## Problem to solve
Using the data below, copy out all lines with the word "list".

◆ ◆ ◆ ◆

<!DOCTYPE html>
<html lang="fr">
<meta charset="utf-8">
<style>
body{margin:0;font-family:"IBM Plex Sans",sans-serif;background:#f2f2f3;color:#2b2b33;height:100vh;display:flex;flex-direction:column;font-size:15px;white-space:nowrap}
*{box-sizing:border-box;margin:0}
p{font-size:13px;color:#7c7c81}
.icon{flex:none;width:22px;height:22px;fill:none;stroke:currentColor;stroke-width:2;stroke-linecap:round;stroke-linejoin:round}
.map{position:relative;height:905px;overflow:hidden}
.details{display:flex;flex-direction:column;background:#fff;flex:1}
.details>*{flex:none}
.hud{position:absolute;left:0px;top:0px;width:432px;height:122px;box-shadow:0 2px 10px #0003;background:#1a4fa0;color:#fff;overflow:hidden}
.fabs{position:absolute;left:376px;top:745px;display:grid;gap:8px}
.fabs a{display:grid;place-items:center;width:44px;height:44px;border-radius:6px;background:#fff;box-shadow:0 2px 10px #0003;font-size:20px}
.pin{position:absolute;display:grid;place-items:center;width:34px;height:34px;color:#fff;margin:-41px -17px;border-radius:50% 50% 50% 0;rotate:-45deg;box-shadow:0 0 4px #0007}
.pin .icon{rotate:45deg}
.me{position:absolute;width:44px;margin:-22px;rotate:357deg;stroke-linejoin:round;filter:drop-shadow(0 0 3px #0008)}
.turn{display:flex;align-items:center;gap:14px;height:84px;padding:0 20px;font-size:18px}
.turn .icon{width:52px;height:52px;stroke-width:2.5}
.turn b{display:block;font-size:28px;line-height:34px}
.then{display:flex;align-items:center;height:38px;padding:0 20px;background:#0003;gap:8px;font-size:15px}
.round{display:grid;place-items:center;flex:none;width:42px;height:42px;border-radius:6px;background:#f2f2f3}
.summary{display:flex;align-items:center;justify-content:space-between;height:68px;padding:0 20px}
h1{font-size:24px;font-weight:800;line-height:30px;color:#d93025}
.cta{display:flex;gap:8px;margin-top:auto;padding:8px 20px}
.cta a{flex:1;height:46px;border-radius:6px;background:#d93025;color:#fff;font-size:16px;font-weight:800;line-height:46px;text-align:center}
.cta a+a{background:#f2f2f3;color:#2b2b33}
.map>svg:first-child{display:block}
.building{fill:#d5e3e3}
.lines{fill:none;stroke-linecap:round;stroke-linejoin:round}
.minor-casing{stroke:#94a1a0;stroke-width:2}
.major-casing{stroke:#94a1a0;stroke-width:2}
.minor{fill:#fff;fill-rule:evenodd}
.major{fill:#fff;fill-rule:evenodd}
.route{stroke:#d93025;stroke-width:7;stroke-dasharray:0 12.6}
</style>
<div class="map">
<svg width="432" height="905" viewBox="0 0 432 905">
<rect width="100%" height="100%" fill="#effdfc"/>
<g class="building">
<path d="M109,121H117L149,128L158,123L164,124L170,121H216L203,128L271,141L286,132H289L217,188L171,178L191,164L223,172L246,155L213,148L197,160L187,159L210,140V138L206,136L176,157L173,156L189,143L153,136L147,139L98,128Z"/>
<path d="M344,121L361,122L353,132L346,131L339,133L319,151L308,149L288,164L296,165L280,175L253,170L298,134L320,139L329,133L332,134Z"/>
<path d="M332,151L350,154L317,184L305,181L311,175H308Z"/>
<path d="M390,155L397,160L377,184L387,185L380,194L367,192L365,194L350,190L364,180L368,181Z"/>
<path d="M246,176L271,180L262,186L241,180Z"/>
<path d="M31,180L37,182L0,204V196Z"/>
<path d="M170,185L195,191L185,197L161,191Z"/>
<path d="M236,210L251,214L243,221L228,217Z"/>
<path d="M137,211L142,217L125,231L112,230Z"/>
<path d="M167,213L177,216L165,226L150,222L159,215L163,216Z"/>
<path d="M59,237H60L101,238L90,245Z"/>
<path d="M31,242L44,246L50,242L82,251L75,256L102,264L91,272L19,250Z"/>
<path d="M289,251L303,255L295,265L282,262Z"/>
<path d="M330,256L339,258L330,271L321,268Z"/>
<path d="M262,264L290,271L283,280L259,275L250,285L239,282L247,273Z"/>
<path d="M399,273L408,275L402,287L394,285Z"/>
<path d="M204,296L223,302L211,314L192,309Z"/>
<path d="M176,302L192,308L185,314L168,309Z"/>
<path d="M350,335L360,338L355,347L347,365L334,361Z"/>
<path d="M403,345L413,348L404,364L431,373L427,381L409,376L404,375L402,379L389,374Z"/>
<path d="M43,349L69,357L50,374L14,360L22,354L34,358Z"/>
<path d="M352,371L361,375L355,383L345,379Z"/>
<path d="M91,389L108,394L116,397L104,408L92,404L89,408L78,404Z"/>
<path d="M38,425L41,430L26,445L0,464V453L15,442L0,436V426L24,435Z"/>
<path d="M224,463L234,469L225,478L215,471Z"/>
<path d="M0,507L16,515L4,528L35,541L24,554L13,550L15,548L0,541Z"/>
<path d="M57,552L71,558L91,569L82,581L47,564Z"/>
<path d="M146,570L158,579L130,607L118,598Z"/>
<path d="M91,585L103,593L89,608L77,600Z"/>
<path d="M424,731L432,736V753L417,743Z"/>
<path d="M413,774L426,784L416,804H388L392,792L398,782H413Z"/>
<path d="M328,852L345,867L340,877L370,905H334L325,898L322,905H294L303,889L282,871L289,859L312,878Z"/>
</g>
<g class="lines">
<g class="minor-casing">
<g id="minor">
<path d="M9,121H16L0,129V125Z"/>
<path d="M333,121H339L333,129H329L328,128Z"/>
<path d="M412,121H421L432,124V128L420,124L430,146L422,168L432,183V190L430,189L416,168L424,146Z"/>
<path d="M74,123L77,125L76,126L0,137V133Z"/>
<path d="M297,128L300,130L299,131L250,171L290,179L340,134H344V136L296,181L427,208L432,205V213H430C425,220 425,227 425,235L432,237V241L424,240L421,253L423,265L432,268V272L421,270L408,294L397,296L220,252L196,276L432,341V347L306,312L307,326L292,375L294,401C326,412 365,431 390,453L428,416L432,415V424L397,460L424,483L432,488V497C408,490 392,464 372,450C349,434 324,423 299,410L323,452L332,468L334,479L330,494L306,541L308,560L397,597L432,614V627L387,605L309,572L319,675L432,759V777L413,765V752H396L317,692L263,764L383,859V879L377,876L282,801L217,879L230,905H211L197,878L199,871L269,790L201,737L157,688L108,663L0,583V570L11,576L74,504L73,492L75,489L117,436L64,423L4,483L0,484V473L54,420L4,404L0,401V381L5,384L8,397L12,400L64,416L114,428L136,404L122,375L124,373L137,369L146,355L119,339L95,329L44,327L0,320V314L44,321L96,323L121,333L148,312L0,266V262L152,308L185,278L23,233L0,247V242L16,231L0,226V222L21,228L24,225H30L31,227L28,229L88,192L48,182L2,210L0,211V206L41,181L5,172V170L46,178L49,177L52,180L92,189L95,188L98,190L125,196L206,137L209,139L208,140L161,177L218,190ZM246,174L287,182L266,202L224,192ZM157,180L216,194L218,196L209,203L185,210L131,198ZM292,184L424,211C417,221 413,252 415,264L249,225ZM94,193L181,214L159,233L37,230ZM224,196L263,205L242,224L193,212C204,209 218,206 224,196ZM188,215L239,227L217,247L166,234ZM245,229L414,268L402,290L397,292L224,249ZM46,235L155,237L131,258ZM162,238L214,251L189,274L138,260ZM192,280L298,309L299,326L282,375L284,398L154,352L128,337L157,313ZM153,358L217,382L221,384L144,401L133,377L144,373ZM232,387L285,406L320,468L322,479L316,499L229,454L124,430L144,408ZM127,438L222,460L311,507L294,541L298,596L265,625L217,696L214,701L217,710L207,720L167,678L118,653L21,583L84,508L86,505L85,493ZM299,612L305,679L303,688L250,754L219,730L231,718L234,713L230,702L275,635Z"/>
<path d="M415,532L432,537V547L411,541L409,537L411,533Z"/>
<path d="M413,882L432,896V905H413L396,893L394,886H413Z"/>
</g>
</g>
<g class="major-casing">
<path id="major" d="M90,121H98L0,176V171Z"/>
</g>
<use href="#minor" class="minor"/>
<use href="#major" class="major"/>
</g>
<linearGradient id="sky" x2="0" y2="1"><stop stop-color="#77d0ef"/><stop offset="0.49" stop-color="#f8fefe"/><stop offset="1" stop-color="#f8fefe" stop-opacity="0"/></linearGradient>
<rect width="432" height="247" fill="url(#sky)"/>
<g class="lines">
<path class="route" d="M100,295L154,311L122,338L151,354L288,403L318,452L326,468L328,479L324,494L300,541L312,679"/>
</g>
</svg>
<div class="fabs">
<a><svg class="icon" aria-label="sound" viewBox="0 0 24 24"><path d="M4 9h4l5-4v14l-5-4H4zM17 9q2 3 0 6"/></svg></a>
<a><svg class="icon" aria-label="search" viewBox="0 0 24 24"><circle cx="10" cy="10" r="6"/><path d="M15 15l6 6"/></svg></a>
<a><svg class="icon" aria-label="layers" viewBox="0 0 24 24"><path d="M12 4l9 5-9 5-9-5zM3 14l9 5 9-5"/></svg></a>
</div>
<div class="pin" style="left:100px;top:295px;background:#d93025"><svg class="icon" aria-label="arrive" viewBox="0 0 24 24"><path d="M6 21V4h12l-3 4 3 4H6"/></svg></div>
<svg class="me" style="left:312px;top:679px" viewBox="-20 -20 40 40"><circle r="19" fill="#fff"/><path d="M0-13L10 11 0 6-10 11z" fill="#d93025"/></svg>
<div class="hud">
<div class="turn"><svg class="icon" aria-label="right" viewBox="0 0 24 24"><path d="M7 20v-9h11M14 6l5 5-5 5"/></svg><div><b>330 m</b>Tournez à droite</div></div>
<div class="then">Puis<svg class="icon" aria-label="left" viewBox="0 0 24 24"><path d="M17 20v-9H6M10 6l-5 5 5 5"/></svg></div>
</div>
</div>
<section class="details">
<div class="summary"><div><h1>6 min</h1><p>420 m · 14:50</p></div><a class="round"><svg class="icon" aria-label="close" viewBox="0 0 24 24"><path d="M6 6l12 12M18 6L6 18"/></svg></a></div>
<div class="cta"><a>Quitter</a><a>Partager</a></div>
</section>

◆ ◆ ◆ ◆

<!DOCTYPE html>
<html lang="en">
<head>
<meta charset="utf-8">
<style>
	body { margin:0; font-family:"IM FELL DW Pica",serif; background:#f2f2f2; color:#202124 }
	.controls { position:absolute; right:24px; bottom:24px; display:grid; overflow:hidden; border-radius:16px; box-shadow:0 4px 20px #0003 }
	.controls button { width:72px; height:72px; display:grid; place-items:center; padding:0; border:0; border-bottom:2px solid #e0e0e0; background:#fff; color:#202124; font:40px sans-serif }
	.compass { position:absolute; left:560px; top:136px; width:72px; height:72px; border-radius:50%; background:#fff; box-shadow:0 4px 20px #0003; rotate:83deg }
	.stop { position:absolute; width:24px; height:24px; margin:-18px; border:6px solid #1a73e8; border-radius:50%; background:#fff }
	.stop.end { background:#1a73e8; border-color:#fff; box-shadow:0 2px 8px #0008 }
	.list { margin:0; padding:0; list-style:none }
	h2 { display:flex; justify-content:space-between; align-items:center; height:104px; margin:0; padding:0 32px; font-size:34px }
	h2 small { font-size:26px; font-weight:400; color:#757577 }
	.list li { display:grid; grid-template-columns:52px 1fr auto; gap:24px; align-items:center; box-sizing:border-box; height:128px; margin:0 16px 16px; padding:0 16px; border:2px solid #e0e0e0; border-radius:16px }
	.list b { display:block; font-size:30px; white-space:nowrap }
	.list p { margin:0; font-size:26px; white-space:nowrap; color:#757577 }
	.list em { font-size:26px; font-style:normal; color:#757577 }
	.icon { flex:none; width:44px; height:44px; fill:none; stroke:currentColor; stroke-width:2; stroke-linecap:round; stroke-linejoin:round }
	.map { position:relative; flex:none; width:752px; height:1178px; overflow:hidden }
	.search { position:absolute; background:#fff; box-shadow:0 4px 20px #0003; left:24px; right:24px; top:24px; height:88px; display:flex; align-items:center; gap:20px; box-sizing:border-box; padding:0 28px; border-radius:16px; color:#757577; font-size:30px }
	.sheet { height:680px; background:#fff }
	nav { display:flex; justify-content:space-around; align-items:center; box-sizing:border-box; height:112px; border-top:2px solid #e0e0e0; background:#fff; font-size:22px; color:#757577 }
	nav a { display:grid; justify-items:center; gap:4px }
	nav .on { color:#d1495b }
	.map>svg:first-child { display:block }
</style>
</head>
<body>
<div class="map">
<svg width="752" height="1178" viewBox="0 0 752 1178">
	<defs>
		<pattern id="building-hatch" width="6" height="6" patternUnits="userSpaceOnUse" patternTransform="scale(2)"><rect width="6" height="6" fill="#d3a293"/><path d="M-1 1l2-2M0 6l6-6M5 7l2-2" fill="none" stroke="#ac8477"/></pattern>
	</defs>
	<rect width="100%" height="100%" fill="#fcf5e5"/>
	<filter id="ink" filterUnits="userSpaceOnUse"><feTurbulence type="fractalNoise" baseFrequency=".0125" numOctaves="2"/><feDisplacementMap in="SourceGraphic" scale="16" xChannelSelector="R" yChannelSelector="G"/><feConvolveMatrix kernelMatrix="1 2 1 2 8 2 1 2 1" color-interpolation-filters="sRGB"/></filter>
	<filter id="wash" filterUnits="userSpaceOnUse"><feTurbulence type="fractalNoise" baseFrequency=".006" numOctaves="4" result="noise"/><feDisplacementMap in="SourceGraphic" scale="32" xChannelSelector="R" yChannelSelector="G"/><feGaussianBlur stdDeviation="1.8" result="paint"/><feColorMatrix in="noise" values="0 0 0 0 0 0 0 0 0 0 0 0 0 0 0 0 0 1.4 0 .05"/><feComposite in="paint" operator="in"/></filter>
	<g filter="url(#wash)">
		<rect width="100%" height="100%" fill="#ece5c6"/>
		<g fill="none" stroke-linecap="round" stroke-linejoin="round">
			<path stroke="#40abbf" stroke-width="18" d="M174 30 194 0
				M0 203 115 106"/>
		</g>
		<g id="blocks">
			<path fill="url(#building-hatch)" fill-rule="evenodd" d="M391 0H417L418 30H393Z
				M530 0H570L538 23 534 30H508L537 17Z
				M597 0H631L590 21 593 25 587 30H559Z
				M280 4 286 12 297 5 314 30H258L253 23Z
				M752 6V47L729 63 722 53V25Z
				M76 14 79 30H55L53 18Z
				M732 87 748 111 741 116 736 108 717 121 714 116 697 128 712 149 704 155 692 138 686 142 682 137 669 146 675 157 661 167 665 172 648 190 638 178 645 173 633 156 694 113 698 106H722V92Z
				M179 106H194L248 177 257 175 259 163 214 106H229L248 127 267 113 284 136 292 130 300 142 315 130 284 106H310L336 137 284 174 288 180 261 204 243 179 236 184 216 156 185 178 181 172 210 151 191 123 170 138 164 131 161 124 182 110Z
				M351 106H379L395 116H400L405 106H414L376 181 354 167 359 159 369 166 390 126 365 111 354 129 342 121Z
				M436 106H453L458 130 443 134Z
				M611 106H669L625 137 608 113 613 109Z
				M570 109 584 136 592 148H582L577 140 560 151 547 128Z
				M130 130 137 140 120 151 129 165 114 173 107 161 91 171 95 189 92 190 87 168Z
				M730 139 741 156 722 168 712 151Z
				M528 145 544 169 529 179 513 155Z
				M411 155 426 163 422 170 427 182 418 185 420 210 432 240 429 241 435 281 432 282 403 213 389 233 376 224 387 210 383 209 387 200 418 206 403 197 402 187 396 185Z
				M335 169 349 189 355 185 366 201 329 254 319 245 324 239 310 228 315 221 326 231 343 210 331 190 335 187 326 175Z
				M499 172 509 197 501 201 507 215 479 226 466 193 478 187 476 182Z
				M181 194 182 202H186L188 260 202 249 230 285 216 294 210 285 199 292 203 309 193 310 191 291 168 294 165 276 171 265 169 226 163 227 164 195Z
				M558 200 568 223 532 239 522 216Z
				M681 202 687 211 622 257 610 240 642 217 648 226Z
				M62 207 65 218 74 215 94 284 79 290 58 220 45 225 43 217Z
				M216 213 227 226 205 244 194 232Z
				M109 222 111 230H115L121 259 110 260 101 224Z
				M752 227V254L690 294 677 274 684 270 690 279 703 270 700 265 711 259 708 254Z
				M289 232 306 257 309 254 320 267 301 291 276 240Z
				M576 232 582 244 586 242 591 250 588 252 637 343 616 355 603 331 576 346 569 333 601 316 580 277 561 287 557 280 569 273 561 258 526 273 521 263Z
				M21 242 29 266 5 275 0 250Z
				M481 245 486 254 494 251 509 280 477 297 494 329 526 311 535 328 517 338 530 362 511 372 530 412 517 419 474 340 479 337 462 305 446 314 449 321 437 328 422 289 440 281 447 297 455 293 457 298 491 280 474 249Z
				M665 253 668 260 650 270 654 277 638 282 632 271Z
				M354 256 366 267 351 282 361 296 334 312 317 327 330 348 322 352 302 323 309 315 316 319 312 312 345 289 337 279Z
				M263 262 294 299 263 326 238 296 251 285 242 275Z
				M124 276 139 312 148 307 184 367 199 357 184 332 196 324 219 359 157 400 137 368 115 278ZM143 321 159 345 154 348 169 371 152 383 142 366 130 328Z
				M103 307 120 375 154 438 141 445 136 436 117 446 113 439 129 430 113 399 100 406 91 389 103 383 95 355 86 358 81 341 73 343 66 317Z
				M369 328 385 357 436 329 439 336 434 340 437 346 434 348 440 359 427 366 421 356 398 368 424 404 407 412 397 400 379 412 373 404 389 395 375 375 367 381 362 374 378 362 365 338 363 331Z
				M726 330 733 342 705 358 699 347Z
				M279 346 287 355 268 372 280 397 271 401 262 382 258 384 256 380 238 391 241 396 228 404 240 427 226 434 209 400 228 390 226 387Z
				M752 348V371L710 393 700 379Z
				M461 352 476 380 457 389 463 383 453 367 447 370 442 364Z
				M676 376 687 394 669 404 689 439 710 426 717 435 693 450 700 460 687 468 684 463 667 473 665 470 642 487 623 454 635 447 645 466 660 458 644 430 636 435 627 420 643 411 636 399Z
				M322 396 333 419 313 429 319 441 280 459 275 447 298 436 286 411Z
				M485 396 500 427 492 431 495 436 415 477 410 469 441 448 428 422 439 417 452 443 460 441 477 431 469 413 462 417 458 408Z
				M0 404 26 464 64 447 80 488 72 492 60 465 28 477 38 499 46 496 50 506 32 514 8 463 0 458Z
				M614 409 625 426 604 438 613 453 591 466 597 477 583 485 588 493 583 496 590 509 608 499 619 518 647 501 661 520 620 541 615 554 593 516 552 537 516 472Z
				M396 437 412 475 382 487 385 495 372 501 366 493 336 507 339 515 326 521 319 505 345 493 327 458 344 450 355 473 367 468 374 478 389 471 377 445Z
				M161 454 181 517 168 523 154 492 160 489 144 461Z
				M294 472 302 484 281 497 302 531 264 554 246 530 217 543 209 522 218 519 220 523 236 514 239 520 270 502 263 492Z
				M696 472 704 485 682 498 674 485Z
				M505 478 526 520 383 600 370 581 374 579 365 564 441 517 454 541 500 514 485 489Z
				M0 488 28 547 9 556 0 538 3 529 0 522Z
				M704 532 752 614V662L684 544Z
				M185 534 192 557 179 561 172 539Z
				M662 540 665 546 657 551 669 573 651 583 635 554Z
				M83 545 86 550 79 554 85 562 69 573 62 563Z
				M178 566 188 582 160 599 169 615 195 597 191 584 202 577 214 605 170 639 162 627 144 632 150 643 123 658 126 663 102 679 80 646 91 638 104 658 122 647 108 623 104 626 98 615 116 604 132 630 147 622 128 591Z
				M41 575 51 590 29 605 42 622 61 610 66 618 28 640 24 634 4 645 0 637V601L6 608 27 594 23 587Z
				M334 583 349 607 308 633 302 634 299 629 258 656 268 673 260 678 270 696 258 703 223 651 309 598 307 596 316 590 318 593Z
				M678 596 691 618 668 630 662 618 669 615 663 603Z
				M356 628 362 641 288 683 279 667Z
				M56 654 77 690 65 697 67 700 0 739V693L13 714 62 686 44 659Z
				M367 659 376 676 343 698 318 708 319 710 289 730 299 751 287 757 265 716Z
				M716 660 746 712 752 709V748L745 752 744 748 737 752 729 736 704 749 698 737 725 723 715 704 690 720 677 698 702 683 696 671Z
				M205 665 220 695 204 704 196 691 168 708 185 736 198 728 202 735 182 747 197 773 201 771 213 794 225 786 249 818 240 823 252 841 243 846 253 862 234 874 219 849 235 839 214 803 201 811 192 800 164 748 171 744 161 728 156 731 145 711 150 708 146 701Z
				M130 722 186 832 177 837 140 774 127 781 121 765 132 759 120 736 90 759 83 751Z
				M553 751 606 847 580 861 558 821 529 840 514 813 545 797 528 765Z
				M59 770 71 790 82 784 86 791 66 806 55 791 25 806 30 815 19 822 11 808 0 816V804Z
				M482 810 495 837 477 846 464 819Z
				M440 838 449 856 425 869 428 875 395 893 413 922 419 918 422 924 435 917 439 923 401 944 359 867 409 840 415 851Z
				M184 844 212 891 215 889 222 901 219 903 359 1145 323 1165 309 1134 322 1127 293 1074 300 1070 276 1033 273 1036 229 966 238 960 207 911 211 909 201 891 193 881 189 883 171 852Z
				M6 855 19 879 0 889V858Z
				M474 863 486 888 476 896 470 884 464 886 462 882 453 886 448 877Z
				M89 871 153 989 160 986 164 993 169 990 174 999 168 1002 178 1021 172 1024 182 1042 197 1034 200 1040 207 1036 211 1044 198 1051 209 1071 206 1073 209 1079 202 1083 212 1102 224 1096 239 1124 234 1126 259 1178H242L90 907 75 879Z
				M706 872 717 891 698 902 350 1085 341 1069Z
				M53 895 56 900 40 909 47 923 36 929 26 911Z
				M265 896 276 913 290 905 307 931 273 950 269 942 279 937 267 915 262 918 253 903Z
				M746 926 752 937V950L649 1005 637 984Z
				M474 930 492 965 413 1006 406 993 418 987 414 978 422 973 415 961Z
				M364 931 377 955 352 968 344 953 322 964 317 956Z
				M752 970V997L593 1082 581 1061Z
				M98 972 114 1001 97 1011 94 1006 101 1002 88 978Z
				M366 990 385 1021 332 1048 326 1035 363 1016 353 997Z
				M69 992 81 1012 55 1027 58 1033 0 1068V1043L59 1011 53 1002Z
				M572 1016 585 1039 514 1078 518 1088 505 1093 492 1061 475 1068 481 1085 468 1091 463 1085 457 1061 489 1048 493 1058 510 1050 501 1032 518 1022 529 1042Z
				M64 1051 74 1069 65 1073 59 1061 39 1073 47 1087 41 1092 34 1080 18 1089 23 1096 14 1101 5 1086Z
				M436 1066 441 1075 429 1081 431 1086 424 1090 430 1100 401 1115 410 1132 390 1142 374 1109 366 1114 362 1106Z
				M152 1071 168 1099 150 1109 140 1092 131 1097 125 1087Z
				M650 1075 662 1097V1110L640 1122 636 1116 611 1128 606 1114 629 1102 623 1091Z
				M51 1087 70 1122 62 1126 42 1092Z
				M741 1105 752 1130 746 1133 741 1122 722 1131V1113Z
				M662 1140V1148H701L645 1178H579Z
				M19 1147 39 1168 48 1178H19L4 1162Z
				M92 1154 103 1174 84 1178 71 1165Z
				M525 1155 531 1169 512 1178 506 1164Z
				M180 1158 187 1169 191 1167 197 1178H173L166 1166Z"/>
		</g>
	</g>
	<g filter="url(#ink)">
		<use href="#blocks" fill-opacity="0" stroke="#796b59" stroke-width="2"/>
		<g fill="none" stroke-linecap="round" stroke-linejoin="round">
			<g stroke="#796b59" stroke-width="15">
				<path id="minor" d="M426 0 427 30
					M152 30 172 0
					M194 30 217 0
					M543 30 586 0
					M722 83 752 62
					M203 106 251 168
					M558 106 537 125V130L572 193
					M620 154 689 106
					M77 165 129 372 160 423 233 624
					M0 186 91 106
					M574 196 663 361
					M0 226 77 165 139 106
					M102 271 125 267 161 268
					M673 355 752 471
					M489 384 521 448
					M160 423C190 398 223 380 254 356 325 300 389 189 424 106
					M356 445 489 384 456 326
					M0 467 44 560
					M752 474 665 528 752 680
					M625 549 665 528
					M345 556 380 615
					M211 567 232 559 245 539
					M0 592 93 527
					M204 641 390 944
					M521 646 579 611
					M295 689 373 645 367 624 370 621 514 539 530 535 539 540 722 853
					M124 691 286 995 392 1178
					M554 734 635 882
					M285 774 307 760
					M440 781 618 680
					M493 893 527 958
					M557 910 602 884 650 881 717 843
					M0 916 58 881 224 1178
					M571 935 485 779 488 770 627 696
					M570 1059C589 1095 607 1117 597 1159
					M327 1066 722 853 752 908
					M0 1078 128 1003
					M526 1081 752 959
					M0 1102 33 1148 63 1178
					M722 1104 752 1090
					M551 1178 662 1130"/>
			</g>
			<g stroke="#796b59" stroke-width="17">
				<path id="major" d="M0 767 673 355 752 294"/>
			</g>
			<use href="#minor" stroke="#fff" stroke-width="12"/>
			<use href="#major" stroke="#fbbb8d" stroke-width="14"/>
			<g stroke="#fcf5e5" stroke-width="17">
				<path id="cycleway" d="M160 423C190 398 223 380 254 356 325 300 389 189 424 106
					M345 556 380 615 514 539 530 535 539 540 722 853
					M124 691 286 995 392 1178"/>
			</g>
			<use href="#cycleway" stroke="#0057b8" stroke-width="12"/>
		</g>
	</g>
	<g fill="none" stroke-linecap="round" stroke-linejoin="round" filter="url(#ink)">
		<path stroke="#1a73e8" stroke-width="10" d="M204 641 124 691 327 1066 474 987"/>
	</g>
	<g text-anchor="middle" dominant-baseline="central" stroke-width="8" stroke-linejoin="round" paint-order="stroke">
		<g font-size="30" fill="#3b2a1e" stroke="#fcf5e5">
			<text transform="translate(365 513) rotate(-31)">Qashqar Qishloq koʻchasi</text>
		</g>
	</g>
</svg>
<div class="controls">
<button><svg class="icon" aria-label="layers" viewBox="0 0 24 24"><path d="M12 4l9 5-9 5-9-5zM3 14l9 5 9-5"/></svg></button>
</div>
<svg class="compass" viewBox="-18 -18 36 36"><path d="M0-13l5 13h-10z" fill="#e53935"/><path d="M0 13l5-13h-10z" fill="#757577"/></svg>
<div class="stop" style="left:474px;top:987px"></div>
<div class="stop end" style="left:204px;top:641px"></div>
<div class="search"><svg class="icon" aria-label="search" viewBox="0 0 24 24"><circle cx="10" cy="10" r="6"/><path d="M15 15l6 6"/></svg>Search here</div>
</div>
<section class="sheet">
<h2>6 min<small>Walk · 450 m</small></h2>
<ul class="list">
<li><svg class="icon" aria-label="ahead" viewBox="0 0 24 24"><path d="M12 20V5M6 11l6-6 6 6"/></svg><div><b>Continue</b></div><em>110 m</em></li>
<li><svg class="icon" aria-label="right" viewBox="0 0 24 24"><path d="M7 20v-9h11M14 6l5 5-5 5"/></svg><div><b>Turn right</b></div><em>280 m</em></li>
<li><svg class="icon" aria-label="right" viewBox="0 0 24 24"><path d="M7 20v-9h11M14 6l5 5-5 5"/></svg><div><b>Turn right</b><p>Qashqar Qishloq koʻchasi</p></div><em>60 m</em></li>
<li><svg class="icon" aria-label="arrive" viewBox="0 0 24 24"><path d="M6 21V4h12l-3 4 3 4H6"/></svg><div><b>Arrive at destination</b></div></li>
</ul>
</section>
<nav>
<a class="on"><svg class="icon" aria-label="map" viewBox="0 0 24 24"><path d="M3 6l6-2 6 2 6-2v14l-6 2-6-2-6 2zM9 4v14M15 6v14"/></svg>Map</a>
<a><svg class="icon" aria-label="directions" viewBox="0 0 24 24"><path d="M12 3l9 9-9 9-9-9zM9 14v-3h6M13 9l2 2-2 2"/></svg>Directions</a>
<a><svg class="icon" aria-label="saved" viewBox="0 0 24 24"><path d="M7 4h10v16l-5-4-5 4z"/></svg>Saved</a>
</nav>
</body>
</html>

◆ ◆ ◆ ◆

## Result
	.list { margin:0; padding:0; list-style:none }
	.list li { display:grid; grid-template-columns:52px 1fr auto; gap:24px; align-items:center; box-sizing:border-box; height:128px; margin:0 16px 16px; padding:0 16px; border:2px solid #e0e0e0; border-radius:16px }
	.list b { display:block; font-size:30px; white-space:nowrap }
	.list p { margin:0; font-size:26px; white-space:nowrap; color:#757577 }
	.list em { font-size:26px; font-style:normal; color:#757577 }
<ul class="list">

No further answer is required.